How Many Electricians Does It Take to Climb A Pole

How Many Electricians Does It Take To Climb A Pole


One of the guys I worked for had run a line on poles out toward Fort Peck Dam (East of Glasgow, Montana).  He said that he had a young guy, a tall skinny kid about 17 years old hanging around and pestering him for days wanting to climb one of those poles.


One day the boss finally gave him a set of climbers and let him climb one of the poles.  The boy got up to the top of the pole and the boss said: “You wait there (where did he think he was going to go?), I’m getting something out of the truck.”

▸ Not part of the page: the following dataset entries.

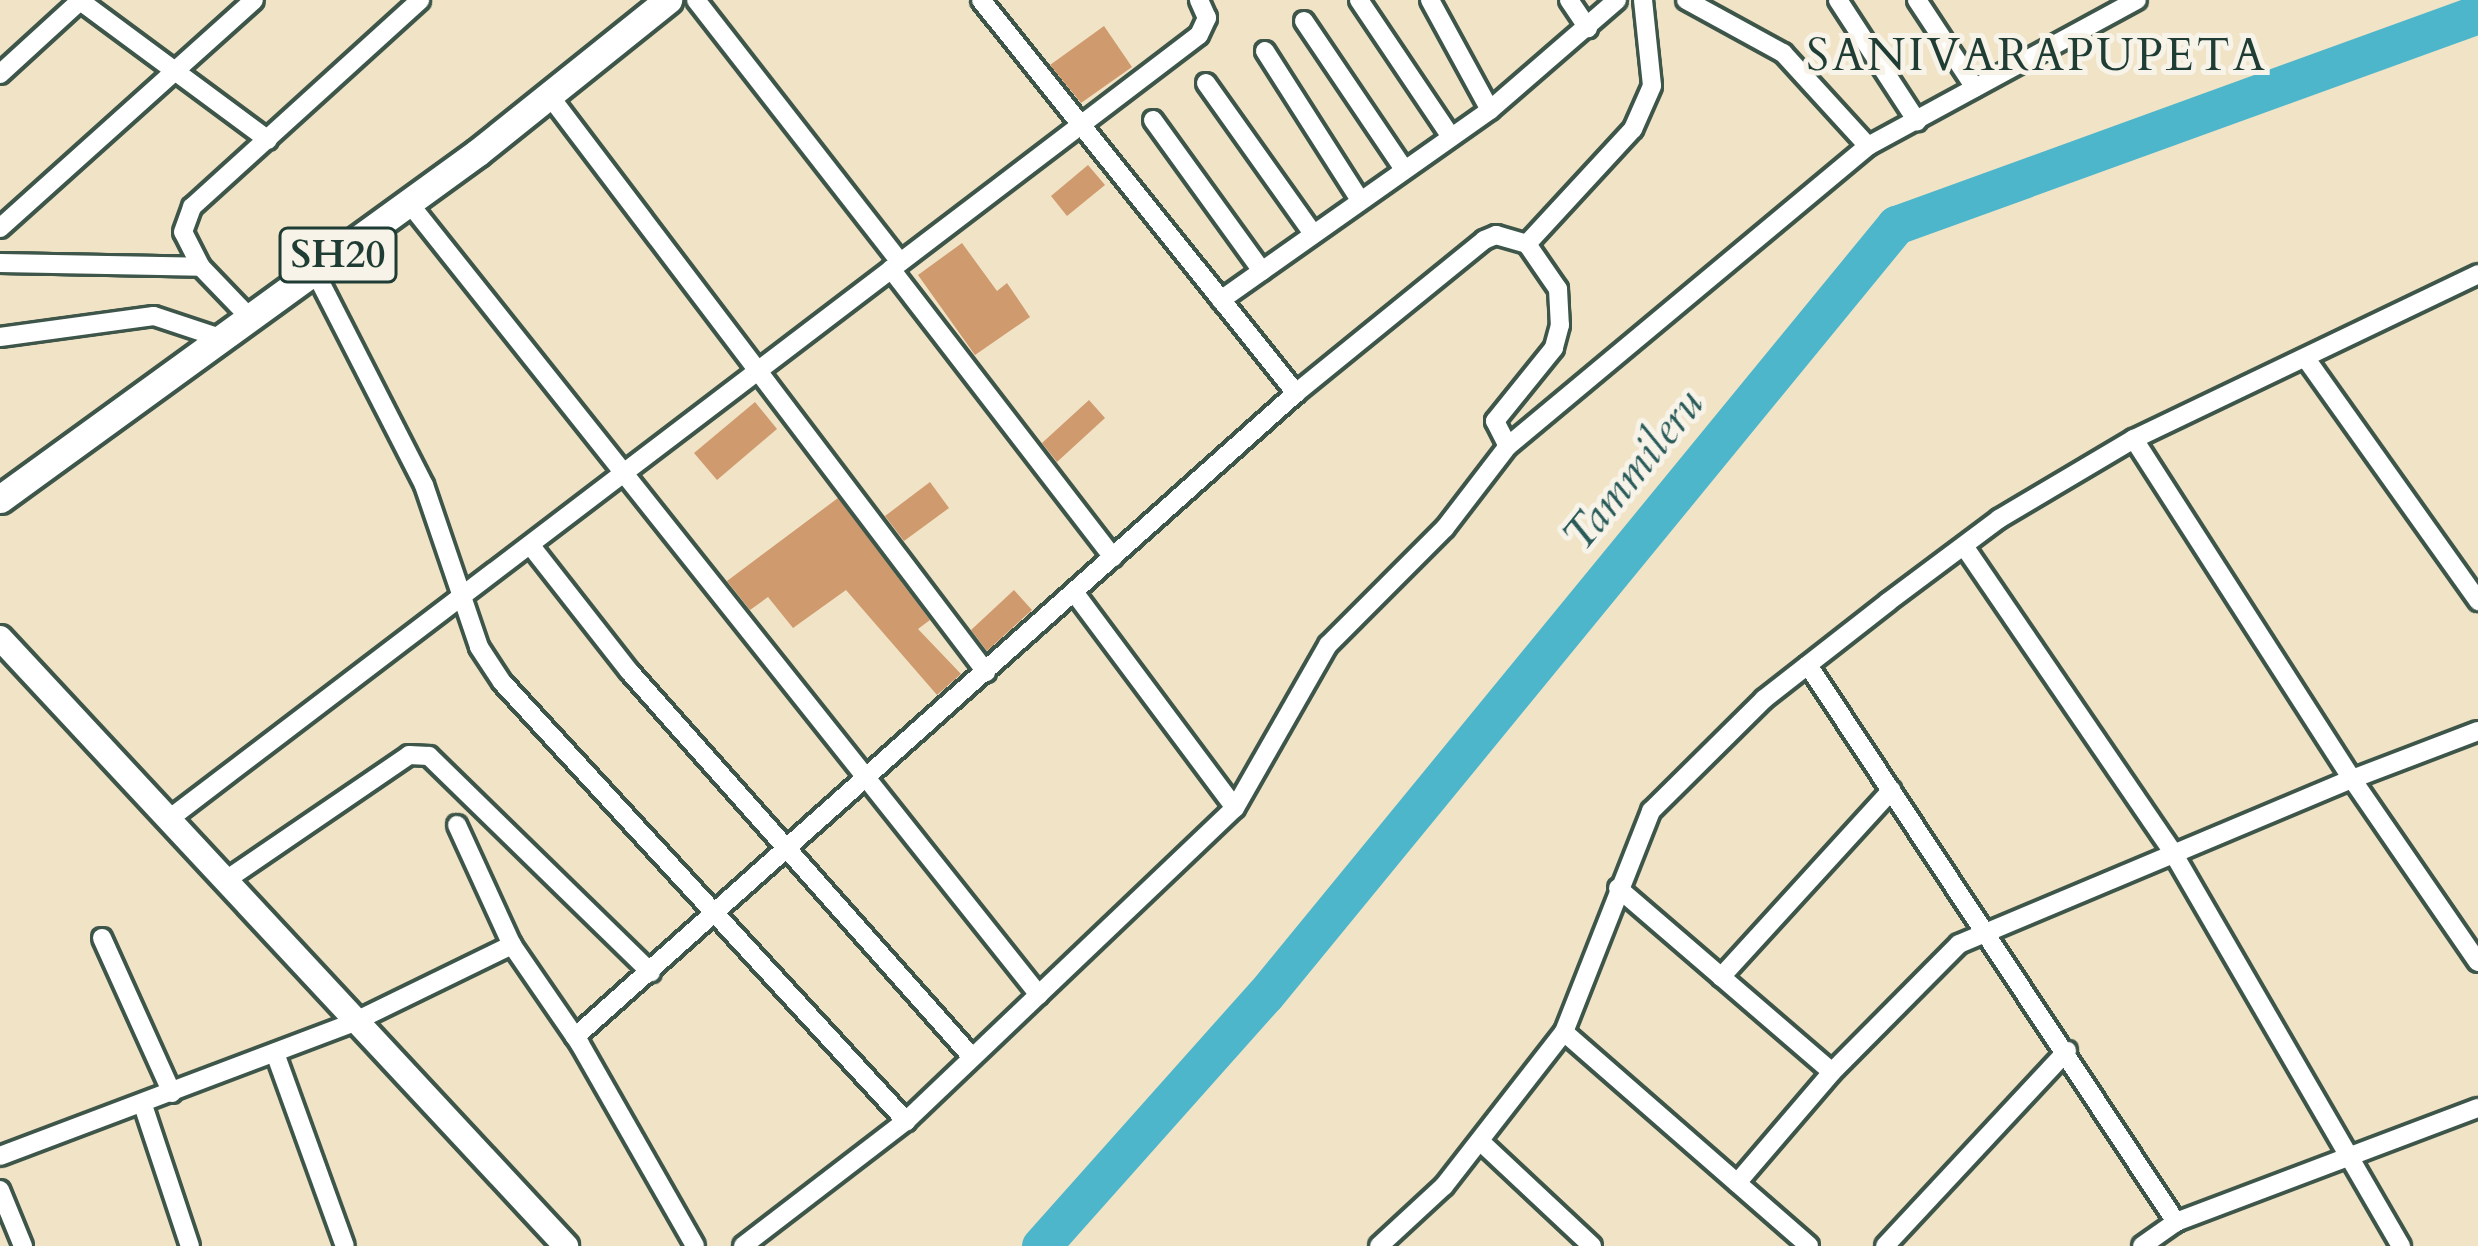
<!DOCTYPE html>
<style>
body{margin:0}
#map{position:relative;width:2478px;height:1246px;overflow:hidden;background:#f0e3c6;font-family:Cardo,serif}
div>[style]{position:absolute}
[style*='--x']{left:calc(var(--x)*1px);top:calc(var(--y)*1px);width:calc(var(--w)*1px);rotate:calc(var(--a)*1deg)}
.river>*{height:39px;margin:-19.5px;padding:0 19.5px;transform-origin:19.5px;border-radius:19.5px;background:#4db6cb}
.building>*{inset:0;background:#d09a6f}
.roads{filter:drop-shadow(3px 0 #3e564a) drop-shadow(-3px 0 #3e564a) drop-shadow(0 3px #3e564a) drop-shadow(0 -3px #3e564a)}
.minor>*{height:18px;margin:-9px;padding:0 9px;transform-origin:9px;border-radius:9px;background:#fff}
.secondary>*{height:24px;margin:-12px;padding:0 12px;transform-origin:12px;border-radius:12px;background:#fff}
.primary>*{height:27px;margin:-13.5px;padding:0 13.5px;transform-origin:13.5px;border-radius:13.5px;background:#fff}
span{translate:-50% -50%;white-space:nowrap;text-align:center;line-height:1.15;-webkit-text-stroke:10px #f7f3e8;paint-order:stroke}
.shield-label span{padding:3px 9px;background:#f7f3e8;border:3px solid;border-radius:9px;-webkit-text-stroke-width:0}
.shield-label{font-size:39px;color:#1f3d34;font-weight:700}
.neighbourhood-label{font-size:45px;color:#1f3d34;letter-spacing:3px}
.water-label{font-size:45px;color:#2a5b5a;font-style:italic}
</style>
<div id="map">
<div class="river">
<i style="--x:1041;--y:1246;--w:336;--a:-48.3"></i>
<i style="--x:1265;--y:995;--w:996;--a:-50.67"></i>
<i style="--x:1896;--y:225;--w:619;--a:-19.93"></i>
</div>
<div class="building">
<i style="clip-path:polygon(1104px 26px,1132px 67px,1081px 103px,1050px 65px)"></i>
<i style="clip-path:polygon(1088px 165px,1105px 185px,1067px 216px,1051px 196px)"></i>
<i style="clip-path:polygon(962px 243px,997px 291px,1007px 283px,1030px 317px,975px 355px,918px 275px)"></i>
<i style="clip-path:polygon(1089px 400px,1105px 418px,1057px 462px,1042px 443px)"></i>
<i style="clip-path:polygon(755px 402px,777px 429px,717px 480px,694px 453px)"></i>
<i style="clip-path:polygon(930px 482px,949px 508px,904px 541px,885px 516px)"></i>
<i style="clip-path:polygon(838px 498px,930px 620px,918px 629px,961px 674px,937px 695px,846px 590px,793px 628px,768px 597px,750px 610px,727px 581px)"></i>
<i style="clip-path:polygon(1014px 590px,1032px 610px,987px 651px,971px 630px)"></i>
</div>
<div class="roads">
<div class="minor">
<i style="--x:79;--y:0;--w:235;--a:36.5"></i>
<i style="--x:696;--y:0;--w:332;--a:52.1"></i>
<i style="--x:981;--y:0;--w:504;--a:51.29"></i>
<i style="--x:1359;--y:0;--w:165;--a:56.1"></i>
<i style="--x:1430;--y:0;--w:125;--a:61.4"></i>
<i style="--x:1569;--y:0;--w:34;--a:56"></i>
<i style="--x:1643;--y:0;--w:86;--a:84"></i>
<i style="--x:1652;--y:86;--w:47;--a:113.8"></i>
<i style="--x:1633;--y:129;--w:156;--a:132.7"></i>
<i style="--x:1527;--y:244;--w:55;--a:55.4"></i>
<i style="--x:1558;--y:289;--w:36;--a:87"></i>
<i style="--x:1560;--y:325;--w:24;--a:105"></i>
<i style="--x:1554;--y:348;--w:94;--a:128.9"></i>
<i style="--x:1495;--y:421;--w:28;--a:63"></i>
<i style="--x:1508;--y:446;--w:469;--a:-39.8"></i>
<i style="--x:1868;--y:146;--w:306;--a:-28.5"></i>
<i style="--x:1686;--y:0;--w:111;--a:28.7"></i>
<i style="--x:1783;--y:53;--w:126;--a:47.6"></i>
<i style="--x:1838;--y:0;--w:145;--a:56.9"></i>
<i style="--x:1917;--y:0;--w:105;--a:56.6"></i>
<i style="--x:1304;--y:21;--w:179;--a:56"></i>
<i style="--x:1265;--y:51;--w:177;--a:57.5"></i>
<i style="--x:0;--y:74;--w:108;--a:-42.4"></i>
<i style="--x:1206;--y:83;--w:183;--a:54.6"></i>
<i style="--x:549;--y:95;--w:724;--a:52.86"></i>
<i style="--x:1153;--y:120;--w:186;--a:54.2"></i>
<i style="--x:1262;--y:271;--w:279;--a:-35.2"></i>
<i style="--x:1490;--y:110;--w:168;--a:-40.9"></i>
<i style="--x:409;--y:203;--w:1012;--a:51.5"></i>
<i style="--x:0;--y:228;--w:341;--a:-41.9"></i>
<i style="--x:0;--y:263;--w:201;--a:1.1"></i>
<i style="--x:201;--y:267;--w:72;--a:46.1"></i>
<i style="--x:201;--y:267;--w:39;--a:-117"></i>
<i style="--x:183;--y:232;--w:27;--a:-70"></i>
<i style="--x:192;--y:207;--w:308;--a:-42.2"></i>
<i style="--x:891;--y:269;--w:364;--a:52.4"></i>
<i style="--x:315;--y:272;--w:239;--a:62.9"></i>
<i style="--x:424;--y:485;--w:171;--a:71.2"></i>
<i style="--x:479;--y:647;--w:42;--a:56.7"></i>
<i style="--x:502;--y:682;--w:597;--a:47.38"></i>
<i style="--x:1221;--y:300;--w:50;--a:-35.3"></i>
<i style="--x:0;--y:337;--w:155;--a:-7.8"></i>
<i style="--x:154;--y:316;--w:73;--a:18.4"></i>
<i style="--x:2307;--y:360;--w:296;--a:54.6"></i>
<i style="--x:531;--y:546;--w:159;--a:51.9"></i>
<i style="--x:629;--y:671;--w:516;--a:48.38"></i>
<i style="--x:1964;--y:546;--w:369;--a:55.7"></i>
<i style="--x:2172;--y:851;--w:457;--a:59.9"></i>
<i style="--x:1074;--y:592;--w:269;--a:53.3"></i>
<i style="--x:1808;--y:665;--w:668;--a:56.55"></i>
<i style="--x:2176;--y:1222;--w:323;--a:-20.7"></i>
<i style="--x:2478;--y:731;--w:135;--a:159.1"></i>
<i style="--x:2352;--y:779;--w:222;--a:55.5"></i>
<i style="--x:173;--y:816;--w:1289;--a:-37.28"></i>
<i style="--x:1199;--y:35;--w:19;--a:-65"></i>
<i style="--x:1207;--y:18;--w:20;--a:-114"></i>
<i style="--x:457;--y:825;--w:132;--a:65.4"></i>
<i style="--x:512;--y:945;--w:120;--a:55.5"></i>
<i style="--x:580;--y:1044;--w:232;--a:60.3"></i>
<i style="--x:229;--y:878;--w:218;--a:-34.3"></i>
<i style="--x:409;--y:755;--w:20;--a:3"></i>
<i style="--x:429;--y:756;--w:310;--a:44.3"></i>
<i style="--x:1618;--y:888;--w:282;--a:40.7"></i>
<i style="--x:102;--y:938;--w:170;--a:65.7"></i>
<i style="--x:1721;--y:977;--w:253;--a:-47.6"></i>
<i style="--x:1564;--y:1032;--w:325;--a:41.1"></i>
<i style="--x:575;--y:1037;--w:967;--a:-41.77"></i>
<i style="--x:1296;--y:393;--w:242;--a:-39.1"></i>
<i style="--x:1484;--y:240;--w:13;--a:-23"></i>
<i style="--x:1496;--y:235;--w:32;--a:16"></i>
<i style="--x:275;--y:1053;--w:205;--a:70.1"></i>
<i style="--x:143;--y:1105;--w:149;--a:71.6"></i>
<i style="--x:1481;--y:1142;--w:152;--a:43.1"></i>
<i style="--x:0;--y:1156;--w:379;--a:-20.7"></i>
<i style="--x:354;--y:1022;--w:176;--a:-26"></i>
<i style="--x:1737;--y:1183;--w:146;--a:-49.4"></i>
<i style="--x:1832;--y:1072;--w:180;--a:-45.2"></i>
<i style="--x:1959;--y:944;--w:426;--a:-22.8"></i>
<i style="--x:2352;--y:779;--w:404;--a:-122.7"></i>
<i style="--x:2134;--y:439;--w:382;--a:-25.6"></i>
<i style="--x:0;--y:1190;--w:61;--a:67.7"></i>
<i style="--x:743;--y:1246;--w:205;--a:-37.5"></i>
<i style="--x:906;--y:1121;--w:454;--a:-43.6"></i>
<i style="--x:1235;--y:808;--w:188;--a:-60.3"></i>
<i style="--x:1328;--y:645;--w:165;--a:-45"></i>
<i style="--x:1445;--y:528;--w:103;--a:-52.5"></i>
<i style="--x:1379;--y:1246;--w:88;--a:-42.7"></i>
<i style="--x:1444;--y:1186;--w:195;--a:-52.1"></i>
<i style="--x:1564;--y:1032;--w:238;--a:-68.5"></i>
<i style="--x:1651;--y:811;--w:159;--a:-44.7"></i>
<i style="--x:1764;--y:699;--w:157;--a:-38"></i>
<i style="--x:1888;--y:602;--w:139;--a:-36.8"></i>
<i style="--x:1999;--y:519;--w:157;--a:-30.7"></i>
<i style="--x:1885;--y:1246;--w:267;--a:-47"></i>
<i style="--x:2142;--y:1246;--w:42;--a:-35.2"></i>
</div>
<div class="secondary">
<i style="--x:0;--y:638;--w:831;--a:47.05"></i>
</div>
<div class="primary">
<i style="--x:0;--y:499;--w:589;--a:-35.96"></i>
<i style="--x:477;--y:153;--w:245;--a:-38.7"></i>
</div>
</div>
<div class="shield-label">
<span style="left:338px;top:255px">SH20</span>
</div>
<div class="neighbourhood-label">
<span style="left:2037px;top:56px">SANIVARAPUPETA</span>
</div>
<div class="water-label">
<span style="left:1633px;top:470px;rotate:-51deg">Tammileru</span>
</div>
</div>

When he turned back the boy had slipped.  Apparently as he had come down, his turtle neck sweater had caught on an insulator and stretched out about 10 feet and he was hanging by it.  The sweater had slipped up enough that it had trapped his arms over his head.  The boy couldn’t get his spikes into the pole for purchase and he couldn’t grip anything with his hands.


The boss had to get another set of climbers to go up and rescue him.  The kid never came back to work again.


I was once tasked to go out to a job where the customer had put in his own pole.  It was about 5 feet around at the base.  My safety belt was not long enough to go around.   I began to climb with my hands (make that finger tips due to the size of the pole) gripping the sides of the pole as I went up.  About 10 feet up my hands (finger tips) slipped and down I came.  I discovered two things:  1). That’s the quick way down.  2). The ground is hard.


And it made me mad.  It made me so mad I got on the pole and climbed all the way to the top.  When I finished my work I thought: “Now how am I going to get down?”


I knew I couldn’t stay up there all day.  Those leg irons have a stiff strap about 1-1/2” across under the bottom of your feet in the arch.  If you stand there long enough your feet go numb all the way up to your hips.  I knew that about 10 feet from the ground I was going to have to let the safety strap loose and maneuver with just two points of contact on my feet and five miniscule (and insecure) points on each hand.


I really hung on tight the last ten feet.  I was sure glad there were no rocks at the bottom of that pole.


The point of all of this, I suppose, is to make sure you don’t climb the pole on the side where the meter is.  If you fell you could really injure yourself severely.